Syed Mahboob Ali Shah (born 13 October 1938) is a former Pakistani first-class cricketer and Test cricket umpire.

Mahboob Shah was born in Delhi.  Before becoming an umpire, he played in 14 first-class matches for Baluchistan, Central Zone, Karachi Whites, Karachi C, Quetta and Karachi University between 1954/55 and 1960/61.  He reached the Final of the Quaid-e-Azam Trophy in 1957/58 with Karachi C, losing to Bahawalpur.  He achieved a batting average of 21.10 in 21 innings, including a high score of 152, his only first-class century, for Karachi University against Sind University in February 1960; as a medium-fast bowler, he took 12 wickets at a bowling average of 22.58, including 6/14 for Karachi C against Sind A in October 1957.

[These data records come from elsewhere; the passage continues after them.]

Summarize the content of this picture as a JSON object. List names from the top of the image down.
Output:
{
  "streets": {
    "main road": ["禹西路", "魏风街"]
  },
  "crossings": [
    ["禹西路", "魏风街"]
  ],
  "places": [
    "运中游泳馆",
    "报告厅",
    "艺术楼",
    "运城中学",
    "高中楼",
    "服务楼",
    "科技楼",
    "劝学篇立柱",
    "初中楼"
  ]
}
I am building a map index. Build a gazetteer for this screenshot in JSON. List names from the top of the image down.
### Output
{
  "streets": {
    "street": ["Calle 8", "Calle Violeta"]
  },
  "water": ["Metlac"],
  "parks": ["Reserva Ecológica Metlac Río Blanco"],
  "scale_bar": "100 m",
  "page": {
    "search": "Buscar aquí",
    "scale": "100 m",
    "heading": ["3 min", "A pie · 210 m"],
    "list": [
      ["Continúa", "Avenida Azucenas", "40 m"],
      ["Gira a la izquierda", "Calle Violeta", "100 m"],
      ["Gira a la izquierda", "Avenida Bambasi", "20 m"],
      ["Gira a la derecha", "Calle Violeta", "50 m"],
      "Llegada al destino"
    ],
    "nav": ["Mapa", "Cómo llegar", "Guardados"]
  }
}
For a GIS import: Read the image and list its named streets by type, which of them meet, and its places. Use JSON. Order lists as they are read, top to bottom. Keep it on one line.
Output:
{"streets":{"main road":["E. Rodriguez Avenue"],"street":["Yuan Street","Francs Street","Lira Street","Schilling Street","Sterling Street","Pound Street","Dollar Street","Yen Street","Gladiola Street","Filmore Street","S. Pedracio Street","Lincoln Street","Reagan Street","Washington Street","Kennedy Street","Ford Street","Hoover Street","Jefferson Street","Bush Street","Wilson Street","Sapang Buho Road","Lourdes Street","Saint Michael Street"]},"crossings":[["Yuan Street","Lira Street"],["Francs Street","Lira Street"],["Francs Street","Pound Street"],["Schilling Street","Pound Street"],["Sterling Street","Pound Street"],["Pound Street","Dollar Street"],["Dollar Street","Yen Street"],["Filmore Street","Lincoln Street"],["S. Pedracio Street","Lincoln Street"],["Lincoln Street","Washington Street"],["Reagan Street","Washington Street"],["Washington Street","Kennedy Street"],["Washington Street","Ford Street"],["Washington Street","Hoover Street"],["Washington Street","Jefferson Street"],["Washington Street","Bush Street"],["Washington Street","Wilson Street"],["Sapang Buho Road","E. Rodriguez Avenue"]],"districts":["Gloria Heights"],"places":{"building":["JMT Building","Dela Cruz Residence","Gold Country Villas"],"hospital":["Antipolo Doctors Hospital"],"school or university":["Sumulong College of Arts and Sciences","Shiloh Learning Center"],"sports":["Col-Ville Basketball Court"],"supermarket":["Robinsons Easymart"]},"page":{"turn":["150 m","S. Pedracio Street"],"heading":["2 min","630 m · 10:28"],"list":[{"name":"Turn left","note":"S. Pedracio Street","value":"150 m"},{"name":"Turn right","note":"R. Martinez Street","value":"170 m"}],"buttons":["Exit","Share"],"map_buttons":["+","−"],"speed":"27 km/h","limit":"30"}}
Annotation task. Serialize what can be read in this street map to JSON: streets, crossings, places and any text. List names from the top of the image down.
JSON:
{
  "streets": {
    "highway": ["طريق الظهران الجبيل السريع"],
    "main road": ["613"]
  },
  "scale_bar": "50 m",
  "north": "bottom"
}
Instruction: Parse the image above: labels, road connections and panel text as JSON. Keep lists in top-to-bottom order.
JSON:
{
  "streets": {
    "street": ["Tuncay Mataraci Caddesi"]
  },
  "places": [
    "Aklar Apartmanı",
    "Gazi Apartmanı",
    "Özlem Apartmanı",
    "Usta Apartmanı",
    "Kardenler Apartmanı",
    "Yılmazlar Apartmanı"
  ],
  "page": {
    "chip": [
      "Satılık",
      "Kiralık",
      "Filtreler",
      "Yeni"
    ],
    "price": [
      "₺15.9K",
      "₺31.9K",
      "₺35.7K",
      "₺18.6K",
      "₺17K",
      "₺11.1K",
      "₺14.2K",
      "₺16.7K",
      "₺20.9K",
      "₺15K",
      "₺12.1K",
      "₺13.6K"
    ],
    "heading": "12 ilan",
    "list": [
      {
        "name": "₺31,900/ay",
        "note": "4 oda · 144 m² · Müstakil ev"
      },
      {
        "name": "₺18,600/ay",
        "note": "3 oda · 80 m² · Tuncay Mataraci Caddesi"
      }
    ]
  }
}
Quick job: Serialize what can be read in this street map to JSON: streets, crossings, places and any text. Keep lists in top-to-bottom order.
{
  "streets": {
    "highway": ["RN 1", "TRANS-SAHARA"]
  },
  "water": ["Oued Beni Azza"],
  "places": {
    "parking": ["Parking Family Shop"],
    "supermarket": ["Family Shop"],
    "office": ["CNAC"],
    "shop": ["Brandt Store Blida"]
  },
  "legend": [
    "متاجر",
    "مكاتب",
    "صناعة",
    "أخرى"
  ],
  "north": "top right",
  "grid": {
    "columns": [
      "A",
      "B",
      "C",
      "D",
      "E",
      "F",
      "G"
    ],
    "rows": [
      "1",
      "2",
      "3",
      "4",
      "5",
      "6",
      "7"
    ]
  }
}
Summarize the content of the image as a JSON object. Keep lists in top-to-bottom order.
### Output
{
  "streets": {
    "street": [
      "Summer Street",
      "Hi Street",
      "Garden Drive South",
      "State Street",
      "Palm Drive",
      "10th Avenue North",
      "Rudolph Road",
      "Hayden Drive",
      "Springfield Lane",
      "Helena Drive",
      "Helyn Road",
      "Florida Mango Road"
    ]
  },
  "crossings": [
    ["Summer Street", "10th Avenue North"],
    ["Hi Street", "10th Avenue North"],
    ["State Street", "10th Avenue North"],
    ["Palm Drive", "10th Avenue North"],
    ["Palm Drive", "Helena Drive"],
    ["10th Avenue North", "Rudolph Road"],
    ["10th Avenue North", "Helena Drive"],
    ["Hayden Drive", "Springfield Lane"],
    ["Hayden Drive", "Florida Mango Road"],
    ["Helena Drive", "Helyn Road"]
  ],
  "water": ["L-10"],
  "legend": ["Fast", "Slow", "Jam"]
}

He umpired 28 Test matches and 32 ODIs between March 1975 and March 1997, mainly in Pakistan – only four of his Test matches were overseas.   He made his Test umpiring debut in March 1975, in the second Test between Pakistan and West Indies at the National Stadium, Karachi.  He stood regularly in Test matches in Pakistan from 1978 to 1990.  In 1994, he and Khizer Hayat were the two Pakistani representatives on the first international panel of umpires, set up by the ICC to ensure that one neutral umpire would stand in every Test match (later supplemented by the Elite Panel of ICC Umpires). He stood in his first Test outside Pakistan in March 1994, in the third Test between South Africa and Australia at Kingsmead, Durban.  His final Test was the second Test between New Zealand and Sri Lanka at Trust Bank Park (aka Seddon Park), Hamilton, in March 1997.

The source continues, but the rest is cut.